Marin Independent Journal columnist Dick Spotswood has put that effort into a broader context.

This November the Bay Area, including Marin, may be facing a “tax tsunami.” Spotswood wrote. “Within the next 30 days, council members, school trustees and regional agency directors must decide if this November’s ballot is the right time to successfully schedule tax measures.”

“The largest item on November’s ballot is a $10 to 20 billion regional bond that, if passed, promises to create 45,000 affordable homes in the nine-county Bay Area,” he wrote. “It’s sponsored by the Metropolitan Transportation Commission’s Bay Area Housing Finance Agency. BAHFA reports that “a $10 billion bond would require a tax of $10.26 per $100,000 in assessed value – or about $100 per year for a million-dollar home.” Double that if the bond is for $20 billion.”

Spotswood writes that “BAHFA’s proposal is the most practical method with the least negative impact to facilitate affordable housing. This effort rightly focuses exclusively on the affordable sector. Of those, Marin has at least 1,173 “below market rate units” now ready to go forward that’ll benefit. This regional measure requires a two-thirds supermajority for passage. State legislators are cynically attempting to reduce that threshold to a more easily achieved 55%  through a proposed Assembly Constitutional Amendment 1. If passed, it will decrease that two-thirds supermajority for BAHFA’s bond and future regional measures.”

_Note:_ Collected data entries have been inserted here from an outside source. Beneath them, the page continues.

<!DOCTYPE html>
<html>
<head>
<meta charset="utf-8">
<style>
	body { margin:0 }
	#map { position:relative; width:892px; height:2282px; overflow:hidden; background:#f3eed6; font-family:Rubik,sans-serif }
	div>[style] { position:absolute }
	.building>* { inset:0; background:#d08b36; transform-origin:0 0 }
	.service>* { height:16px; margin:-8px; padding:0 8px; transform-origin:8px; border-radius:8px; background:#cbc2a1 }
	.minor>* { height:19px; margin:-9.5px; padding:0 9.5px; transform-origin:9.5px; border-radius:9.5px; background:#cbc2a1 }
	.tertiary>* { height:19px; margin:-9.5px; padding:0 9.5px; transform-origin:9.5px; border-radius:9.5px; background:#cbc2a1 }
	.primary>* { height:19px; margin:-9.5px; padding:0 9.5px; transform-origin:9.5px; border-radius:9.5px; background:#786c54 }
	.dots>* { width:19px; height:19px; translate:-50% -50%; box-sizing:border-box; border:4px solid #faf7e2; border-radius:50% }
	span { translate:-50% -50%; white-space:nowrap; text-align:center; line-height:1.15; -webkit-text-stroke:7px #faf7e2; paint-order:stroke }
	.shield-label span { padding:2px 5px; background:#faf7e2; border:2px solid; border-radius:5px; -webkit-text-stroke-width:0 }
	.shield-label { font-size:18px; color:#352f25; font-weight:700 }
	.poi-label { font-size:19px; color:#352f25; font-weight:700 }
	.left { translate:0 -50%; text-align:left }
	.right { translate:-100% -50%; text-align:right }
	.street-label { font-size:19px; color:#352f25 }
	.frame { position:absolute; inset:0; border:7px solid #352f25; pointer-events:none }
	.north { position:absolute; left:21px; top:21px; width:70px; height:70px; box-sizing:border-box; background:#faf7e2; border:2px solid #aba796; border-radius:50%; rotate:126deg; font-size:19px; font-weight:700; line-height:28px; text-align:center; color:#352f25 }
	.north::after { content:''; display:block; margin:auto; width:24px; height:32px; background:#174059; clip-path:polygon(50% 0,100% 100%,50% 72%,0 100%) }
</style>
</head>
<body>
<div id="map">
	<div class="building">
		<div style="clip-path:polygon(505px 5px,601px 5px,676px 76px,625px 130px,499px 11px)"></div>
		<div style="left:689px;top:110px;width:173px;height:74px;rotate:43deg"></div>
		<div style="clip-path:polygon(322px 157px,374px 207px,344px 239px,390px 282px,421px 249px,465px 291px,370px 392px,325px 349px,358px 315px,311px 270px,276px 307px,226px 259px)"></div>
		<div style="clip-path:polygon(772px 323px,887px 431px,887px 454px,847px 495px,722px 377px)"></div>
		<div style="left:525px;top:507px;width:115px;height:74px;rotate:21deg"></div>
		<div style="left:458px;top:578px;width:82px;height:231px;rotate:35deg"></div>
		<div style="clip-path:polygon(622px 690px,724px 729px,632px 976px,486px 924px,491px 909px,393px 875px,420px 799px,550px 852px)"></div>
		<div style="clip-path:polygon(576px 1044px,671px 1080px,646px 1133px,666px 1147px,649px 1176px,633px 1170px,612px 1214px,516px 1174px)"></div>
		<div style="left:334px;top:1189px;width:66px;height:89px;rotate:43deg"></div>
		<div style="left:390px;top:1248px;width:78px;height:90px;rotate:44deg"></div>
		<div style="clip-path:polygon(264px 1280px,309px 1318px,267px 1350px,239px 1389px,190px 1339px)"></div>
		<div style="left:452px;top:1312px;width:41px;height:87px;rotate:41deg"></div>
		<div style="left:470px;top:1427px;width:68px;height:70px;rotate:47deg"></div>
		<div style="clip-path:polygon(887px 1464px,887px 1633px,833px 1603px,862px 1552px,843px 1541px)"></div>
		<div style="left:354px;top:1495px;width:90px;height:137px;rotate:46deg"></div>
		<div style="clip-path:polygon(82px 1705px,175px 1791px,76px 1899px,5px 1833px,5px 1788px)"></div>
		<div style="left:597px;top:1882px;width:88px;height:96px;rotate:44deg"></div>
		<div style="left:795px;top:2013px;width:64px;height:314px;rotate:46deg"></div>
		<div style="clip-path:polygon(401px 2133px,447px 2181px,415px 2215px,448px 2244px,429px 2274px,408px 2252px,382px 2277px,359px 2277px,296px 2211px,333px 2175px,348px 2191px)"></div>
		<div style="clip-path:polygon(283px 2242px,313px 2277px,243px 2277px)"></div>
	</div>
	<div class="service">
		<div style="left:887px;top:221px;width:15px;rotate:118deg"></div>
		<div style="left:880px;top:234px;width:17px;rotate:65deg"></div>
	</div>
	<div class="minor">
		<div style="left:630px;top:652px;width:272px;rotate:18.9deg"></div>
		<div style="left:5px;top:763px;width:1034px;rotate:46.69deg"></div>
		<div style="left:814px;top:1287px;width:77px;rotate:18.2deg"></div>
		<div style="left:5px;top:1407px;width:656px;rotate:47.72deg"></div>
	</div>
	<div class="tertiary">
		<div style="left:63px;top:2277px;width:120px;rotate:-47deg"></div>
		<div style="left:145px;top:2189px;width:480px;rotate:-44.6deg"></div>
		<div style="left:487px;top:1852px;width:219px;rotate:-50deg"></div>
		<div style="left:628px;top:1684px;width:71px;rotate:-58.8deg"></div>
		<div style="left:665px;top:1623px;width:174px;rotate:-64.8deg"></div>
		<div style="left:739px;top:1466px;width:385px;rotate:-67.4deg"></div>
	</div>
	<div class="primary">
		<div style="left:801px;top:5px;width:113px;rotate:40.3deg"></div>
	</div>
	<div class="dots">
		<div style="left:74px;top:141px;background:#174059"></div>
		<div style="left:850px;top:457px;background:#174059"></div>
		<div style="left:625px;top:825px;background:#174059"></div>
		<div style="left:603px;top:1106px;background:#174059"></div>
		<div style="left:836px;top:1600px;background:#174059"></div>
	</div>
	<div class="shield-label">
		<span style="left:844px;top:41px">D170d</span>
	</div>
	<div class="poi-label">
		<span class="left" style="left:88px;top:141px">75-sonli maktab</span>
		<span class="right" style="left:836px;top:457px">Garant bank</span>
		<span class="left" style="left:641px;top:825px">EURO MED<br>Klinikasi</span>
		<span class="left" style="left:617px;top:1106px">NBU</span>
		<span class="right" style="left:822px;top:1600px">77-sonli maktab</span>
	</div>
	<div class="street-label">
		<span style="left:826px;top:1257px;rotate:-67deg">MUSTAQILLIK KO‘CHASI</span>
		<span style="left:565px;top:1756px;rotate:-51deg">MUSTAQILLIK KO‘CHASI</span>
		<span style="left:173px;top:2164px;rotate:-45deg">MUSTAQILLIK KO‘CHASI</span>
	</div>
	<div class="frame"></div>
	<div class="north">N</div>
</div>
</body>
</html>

It was expected that a regional transportation tax to bail out the Bay Area Rapid Transit District and San Francisco’s Municipal Railway would be up in November. While that vote is delayed until 2026, Senate President pro Tempore Mike McGuire, who represents Marin, Sonoma and the North Coast, used his newly won clout to exclude Marin and Sonoma counties from the taxation zone.

He did that to aid the Sonoma-Marin Area Rapid Transit District. It is highly unlikely that North Bay voters would OK both a SMART sales tax extension and another to save “big city” transit. SMART’s one-quarter-cent sales tax, which funds its passenger operations, expires in 2029. The rail district needs to place a measure on the Marin-Sonoma ballot either in 2024 or, more likely, in 2026.

Central and southern Marin’s Tamalpais Union High School District will be back in November with a revamped facilities bond. It will either be a $440 million or $289 million plan. Its last effort, Measure A, a $517 million bond, lost. School trustees’ hope is that this time limiting the project to only top priority projects will persuade skeptical Marinites to vote yes.